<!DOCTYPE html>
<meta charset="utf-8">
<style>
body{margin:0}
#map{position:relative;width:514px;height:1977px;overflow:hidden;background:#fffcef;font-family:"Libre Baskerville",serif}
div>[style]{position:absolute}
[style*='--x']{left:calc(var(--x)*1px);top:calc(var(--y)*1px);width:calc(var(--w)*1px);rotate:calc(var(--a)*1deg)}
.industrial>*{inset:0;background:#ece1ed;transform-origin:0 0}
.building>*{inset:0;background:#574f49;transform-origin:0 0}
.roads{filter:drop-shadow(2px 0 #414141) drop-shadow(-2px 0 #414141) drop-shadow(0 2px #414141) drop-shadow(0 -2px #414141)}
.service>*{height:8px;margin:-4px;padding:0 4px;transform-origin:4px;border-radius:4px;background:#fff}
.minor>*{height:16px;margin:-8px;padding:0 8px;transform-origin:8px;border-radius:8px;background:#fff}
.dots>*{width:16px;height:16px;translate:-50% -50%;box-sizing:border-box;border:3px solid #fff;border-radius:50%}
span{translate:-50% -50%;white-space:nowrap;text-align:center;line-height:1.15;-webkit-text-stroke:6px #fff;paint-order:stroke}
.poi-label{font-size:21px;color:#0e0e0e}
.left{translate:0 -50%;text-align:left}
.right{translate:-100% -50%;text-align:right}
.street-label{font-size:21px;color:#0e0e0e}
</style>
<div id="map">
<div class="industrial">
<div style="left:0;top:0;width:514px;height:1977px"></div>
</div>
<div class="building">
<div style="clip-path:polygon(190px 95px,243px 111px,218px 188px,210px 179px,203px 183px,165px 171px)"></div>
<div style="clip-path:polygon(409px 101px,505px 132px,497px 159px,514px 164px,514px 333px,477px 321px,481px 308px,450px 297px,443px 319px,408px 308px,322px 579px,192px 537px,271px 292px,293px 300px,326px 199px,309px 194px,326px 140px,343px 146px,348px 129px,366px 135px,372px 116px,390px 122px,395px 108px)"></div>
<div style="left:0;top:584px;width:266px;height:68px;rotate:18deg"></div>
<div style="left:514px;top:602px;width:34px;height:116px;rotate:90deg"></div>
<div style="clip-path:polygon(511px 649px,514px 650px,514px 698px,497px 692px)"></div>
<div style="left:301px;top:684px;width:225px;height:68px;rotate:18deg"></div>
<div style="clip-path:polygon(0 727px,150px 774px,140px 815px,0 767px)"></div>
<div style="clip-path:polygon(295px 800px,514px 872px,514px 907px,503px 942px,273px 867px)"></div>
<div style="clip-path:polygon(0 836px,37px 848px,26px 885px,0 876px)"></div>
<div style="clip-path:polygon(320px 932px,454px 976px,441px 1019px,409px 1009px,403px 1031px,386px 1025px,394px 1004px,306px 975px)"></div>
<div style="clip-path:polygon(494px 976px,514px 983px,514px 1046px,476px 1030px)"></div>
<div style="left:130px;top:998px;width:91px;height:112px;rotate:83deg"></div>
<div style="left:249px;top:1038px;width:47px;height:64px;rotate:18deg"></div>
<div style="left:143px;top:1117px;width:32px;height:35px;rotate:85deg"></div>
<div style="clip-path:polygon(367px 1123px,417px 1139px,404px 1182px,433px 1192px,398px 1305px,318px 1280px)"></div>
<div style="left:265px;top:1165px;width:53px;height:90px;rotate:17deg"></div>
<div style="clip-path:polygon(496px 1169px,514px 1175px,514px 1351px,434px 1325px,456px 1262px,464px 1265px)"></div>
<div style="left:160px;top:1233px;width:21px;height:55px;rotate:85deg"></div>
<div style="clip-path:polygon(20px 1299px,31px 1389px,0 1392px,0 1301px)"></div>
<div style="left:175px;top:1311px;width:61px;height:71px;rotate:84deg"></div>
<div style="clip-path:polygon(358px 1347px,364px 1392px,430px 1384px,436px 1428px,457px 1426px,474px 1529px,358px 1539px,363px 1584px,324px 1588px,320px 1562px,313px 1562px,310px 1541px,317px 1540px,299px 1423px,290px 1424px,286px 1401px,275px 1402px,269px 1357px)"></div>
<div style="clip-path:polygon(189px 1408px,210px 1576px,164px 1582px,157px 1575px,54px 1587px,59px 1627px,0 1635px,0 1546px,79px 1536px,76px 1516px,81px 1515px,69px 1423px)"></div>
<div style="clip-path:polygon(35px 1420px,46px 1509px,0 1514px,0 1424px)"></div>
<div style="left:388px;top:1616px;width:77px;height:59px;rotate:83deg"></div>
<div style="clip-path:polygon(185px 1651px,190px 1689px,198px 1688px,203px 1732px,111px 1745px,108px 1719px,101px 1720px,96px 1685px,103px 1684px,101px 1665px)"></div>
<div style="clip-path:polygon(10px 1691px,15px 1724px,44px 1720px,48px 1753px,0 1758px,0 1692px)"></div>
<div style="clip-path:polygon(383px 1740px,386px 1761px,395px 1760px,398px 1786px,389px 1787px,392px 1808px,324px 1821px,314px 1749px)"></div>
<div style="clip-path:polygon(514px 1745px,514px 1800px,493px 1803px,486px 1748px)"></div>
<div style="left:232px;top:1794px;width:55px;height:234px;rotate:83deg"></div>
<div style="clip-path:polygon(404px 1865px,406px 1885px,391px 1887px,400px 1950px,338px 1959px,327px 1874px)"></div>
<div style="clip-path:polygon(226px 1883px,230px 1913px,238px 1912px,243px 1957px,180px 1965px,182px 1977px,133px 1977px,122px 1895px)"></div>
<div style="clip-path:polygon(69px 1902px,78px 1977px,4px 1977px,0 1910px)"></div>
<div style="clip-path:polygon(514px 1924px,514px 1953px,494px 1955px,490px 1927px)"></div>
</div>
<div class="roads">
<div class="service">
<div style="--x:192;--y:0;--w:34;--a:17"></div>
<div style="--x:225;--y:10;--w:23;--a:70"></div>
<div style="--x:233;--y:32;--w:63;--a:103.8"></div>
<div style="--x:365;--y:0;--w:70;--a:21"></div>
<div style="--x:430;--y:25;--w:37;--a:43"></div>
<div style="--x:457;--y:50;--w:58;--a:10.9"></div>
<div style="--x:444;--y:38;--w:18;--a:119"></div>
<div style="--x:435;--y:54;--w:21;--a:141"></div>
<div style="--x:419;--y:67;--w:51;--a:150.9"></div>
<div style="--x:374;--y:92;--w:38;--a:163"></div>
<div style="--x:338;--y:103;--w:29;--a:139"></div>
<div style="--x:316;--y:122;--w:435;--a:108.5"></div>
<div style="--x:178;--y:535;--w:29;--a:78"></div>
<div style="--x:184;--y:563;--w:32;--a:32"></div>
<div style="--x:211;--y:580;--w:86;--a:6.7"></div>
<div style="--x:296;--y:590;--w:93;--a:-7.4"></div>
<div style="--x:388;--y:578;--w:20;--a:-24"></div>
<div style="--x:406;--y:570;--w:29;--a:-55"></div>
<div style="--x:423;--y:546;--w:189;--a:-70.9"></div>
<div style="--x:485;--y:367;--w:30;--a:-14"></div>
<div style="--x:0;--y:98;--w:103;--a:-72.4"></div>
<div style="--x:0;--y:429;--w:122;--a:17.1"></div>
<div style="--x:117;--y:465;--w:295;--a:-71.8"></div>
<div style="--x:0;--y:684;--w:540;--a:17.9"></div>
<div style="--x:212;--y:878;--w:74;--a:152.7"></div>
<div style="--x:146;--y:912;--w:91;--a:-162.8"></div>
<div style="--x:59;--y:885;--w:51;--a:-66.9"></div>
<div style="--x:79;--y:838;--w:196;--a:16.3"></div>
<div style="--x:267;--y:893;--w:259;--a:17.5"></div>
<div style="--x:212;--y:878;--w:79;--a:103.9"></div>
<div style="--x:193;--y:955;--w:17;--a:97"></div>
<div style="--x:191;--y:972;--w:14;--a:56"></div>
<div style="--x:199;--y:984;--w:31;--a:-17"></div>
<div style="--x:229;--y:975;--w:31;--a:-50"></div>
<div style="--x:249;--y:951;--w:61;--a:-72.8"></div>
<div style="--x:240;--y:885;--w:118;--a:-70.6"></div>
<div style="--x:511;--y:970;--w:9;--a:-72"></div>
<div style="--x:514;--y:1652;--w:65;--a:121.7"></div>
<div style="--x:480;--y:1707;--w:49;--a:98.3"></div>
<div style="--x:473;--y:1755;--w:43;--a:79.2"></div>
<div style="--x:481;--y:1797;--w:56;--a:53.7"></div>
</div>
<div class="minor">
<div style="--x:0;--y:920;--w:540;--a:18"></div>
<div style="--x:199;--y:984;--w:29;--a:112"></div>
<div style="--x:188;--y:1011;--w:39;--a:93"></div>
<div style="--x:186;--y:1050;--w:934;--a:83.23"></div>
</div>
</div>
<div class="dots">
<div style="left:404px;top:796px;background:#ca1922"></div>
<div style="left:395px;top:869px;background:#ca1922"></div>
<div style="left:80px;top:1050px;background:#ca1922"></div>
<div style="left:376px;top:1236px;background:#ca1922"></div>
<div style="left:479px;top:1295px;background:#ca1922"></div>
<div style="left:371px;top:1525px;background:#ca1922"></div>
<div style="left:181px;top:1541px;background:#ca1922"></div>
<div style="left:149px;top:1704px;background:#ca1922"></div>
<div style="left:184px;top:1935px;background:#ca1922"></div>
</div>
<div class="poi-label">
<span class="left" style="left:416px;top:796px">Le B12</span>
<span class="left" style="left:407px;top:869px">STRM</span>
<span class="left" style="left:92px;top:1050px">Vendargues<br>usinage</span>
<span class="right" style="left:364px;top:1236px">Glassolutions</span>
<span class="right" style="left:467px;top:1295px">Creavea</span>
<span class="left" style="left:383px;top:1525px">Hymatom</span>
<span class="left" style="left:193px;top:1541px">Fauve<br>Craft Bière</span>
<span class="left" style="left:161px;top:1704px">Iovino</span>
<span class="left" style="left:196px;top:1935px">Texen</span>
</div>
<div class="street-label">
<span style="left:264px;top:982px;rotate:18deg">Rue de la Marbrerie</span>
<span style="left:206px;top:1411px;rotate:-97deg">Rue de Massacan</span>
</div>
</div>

☆ ☆ ☆ ☆ ☆

> [What this task involves] When a line above includes the word "color", please list that line.

> [Worked solution]
.poi-label{font-size:21px;color:#0e0e0e}
.street-label{font-size:21px;color:#0e0e0e}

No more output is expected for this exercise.